**TASK DESCRIPTION**
Show every line of the records below that contains the word "nowrap".

**DATA TO USE**
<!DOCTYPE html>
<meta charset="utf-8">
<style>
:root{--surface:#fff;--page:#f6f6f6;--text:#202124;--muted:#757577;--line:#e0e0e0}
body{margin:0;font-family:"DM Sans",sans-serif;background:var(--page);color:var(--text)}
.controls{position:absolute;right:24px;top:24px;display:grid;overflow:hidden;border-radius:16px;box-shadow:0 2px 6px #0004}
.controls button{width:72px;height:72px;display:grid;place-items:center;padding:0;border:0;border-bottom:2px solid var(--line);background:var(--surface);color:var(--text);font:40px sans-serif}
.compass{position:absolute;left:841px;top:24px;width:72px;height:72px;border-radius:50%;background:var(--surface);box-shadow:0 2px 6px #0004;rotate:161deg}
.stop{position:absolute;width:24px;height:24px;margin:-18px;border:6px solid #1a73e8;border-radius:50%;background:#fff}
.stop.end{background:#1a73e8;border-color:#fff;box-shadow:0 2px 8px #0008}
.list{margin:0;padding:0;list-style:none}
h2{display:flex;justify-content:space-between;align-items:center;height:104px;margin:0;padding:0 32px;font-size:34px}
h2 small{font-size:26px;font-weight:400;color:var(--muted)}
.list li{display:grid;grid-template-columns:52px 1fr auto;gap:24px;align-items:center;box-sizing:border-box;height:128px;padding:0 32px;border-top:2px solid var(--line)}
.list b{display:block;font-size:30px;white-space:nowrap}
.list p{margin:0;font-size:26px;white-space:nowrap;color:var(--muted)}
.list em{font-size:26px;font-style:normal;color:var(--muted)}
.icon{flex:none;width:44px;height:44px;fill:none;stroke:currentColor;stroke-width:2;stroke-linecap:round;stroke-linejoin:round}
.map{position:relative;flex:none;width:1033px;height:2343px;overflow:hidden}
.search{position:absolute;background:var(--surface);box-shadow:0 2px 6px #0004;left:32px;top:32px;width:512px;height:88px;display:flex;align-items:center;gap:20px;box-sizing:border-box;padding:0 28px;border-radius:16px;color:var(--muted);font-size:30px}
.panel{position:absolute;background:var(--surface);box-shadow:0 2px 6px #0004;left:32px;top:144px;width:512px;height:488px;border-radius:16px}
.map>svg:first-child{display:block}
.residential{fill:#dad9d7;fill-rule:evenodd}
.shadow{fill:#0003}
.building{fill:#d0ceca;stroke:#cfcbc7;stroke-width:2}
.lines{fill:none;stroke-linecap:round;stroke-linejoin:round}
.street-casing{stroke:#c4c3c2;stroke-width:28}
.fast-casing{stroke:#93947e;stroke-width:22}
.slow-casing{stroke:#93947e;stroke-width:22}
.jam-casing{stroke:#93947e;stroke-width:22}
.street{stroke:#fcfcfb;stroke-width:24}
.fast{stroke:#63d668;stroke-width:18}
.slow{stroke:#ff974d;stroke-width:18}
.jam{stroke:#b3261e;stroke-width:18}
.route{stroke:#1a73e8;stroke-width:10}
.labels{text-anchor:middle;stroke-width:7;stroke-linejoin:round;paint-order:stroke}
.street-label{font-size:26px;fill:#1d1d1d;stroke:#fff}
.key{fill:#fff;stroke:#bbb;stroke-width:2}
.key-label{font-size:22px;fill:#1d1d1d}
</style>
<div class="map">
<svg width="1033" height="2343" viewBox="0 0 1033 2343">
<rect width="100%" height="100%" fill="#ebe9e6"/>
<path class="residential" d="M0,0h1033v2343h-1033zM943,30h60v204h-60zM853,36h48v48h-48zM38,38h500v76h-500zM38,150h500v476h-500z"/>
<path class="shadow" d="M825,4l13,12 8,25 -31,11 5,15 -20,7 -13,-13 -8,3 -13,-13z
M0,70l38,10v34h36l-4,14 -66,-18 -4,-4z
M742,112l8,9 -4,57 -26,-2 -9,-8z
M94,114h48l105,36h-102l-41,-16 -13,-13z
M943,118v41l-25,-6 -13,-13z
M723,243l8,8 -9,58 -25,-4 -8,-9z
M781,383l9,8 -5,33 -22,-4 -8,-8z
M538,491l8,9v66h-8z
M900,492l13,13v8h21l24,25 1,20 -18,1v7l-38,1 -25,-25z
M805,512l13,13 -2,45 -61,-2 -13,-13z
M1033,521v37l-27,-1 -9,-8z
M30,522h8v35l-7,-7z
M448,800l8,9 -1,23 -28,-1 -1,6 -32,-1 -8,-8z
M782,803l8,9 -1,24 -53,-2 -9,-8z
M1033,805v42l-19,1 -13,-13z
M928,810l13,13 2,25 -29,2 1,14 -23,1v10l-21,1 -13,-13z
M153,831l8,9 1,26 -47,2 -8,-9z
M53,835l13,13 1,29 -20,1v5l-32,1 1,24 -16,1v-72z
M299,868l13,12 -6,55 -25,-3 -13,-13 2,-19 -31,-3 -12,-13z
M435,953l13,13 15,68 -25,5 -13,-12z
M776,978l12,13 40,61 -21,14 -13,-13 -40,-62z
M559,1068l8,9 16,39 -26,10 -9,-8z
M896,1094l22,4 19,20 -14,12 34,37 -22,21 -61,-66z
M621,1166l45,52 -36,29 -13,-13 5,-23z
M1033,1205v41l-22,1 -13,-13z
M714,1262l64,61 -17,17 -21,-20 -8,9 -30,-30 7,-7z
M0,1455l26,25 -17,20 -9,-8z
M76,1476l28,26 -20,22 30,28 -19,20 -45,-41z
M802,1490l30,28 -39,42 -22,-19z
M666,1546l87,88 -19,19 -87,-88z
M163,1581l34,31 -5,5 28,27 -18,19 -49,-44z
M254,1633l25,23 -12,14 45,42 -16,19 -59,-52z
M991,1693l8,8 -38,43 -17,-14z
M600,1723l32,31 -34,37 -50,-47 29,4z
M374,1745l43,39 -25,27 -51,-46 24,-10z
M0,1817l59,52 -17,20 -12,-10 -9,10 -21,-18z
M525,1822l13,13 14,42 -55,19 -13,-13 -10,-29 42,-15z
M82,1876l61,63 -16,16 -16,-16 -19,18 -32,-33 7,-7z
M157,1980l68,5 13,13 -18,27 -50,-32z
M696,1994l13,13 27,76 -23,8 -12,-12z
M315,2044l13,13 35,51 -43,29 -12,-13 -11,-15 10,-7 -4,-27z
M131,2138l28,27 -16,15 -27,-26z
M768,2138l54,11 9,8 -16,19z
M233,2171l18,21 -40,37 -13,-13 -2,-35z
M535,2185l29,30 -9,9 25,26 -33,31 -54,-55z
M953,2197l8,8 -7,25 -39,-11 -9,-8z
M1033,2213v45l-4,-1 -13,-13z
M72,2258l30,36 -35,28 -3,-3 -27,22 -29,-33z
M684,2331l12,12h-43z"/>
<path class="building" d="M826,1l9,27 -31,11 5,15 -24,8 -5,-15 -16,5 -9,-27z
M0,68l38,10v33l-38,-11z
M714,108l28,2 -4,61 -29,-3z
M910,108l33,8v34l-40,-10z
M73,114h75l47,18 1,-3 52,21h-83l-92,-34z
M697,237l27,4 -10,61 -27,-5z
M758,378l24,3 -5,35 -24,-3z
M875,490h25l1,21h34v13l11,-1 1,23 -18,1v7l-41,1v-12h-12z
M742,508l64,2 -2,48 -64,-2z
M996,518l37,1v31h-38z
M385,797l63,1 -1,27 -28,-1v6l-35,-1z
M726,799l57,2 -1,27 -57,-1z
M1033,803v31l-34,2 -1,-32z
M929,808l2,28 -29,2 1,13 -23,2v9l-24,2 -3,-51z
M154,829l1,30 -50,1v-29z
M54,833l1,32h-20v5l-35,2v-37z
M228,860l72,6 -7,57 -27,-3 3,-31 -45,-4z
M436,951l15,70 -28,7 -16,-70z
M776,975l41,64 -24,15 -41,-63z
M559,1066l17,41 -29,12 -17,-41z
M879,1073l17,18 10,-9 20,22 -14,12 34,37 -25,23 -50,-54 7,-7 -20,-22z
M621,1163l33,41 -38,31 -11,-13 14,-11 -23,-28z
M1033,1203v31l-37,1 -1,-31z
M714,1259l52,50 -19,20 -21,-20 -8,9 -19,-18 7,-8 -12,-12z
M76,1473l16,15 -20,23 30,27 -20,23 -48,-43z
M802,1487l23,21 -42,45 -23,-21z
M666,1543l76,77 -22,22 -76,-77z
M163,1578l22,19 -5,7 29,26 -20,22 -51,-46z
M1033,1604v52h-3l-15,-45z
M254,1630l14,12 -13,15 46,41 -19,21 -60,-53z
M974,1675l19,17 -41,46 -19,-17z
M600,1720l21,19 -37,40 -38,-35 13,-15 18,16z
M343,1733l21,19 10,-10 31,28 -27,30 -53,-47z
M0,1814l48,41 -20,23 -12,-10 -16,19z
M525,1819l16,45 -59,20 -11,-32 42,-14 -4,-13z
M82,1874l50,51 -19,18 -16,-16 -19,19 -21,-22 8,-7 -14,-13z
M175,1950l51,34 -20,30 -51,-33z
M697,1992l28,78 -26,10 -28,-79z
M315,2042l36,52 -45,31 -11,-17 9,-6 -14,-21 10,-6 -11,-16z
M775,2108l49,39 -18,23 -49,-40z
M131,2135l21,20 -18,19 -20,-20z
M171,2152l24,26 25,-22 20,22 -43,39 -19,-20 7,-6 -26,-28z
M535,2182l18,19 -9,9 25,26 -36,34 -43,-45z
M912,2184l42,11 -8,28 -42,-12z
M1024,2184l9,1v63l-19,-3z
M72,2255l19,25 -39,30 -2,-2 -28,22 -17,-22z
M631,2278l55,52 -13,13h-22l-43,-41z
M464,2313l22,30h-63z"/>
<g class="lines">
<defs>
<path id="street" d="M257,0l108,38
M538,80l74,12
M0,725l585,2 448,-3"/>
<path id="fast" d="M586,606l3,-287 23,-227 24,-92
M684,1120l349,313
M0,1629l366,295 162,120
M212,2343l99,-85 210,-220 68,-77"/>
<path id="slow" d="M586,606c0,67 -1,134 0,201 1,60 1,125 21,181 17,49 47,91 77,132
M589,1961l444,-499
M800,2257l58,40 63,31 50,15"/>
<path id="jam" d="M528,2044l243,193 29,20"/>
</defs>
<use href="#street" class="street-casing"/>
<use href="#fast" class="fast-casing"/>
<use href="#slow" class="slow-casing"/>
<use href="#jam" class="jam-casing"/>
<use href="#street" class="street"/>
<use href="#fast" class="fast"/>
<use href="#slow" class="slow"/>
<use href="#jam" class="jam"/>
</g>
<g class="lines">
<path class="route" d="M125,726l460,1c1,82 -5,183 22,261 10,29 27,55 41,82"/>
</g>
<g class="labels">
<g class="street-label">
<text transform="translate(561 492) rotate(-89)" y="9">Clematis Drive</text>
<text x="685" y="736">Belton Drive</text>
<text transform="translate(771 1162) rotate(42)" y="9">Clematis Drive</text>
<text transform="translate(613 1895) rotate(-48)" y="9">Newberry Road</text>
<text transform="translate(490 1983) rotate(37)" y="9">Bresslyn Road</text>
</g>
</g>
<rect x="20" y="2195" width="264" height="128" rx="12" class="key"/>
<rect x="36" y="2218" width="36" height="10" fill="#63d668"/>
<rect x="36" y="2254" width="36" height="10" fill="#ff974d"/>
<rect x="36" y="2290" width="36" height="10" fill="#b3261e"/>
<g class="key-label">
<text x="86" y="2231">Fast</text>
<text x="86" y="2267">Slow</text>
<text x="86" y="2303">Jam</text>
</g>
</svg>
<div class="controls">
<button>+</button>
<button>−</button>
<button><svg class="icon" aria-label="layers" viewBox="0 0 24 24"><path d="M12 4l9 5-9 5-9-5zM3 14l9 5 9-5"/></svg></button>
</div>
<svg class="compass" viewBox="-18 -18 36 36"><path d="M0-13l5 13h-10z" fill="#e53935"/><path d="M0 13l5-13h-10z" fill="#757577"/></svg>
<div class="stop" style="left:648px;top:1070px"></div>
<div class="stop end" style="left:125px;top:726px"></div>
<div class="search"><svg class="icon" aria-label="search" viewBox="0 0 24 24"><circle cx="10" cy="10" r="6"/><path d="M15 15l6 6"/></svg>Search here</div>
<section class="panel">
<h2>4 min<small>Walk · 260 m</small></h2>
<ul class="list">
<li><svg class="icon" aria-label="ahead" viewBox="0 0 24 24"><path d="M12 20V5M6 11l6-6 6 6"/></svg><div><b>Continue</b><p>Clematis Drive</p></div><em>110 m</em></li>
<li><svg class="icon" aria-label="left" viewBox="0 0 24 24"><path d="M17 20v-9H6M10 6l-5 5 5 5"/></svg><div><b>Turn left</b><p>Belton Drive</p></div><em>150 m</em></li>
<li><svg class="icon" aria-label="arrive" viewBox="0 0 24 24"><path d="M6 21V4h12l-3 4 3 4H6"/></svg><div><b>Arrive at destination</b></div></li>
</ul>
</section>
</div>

**YOUR SOLUTION**
.list b{display:block;font-size:30px;white-space:nowrap}
.list p{margin:0;font-size:26px;white-space:nowrap;color:var(--muted)}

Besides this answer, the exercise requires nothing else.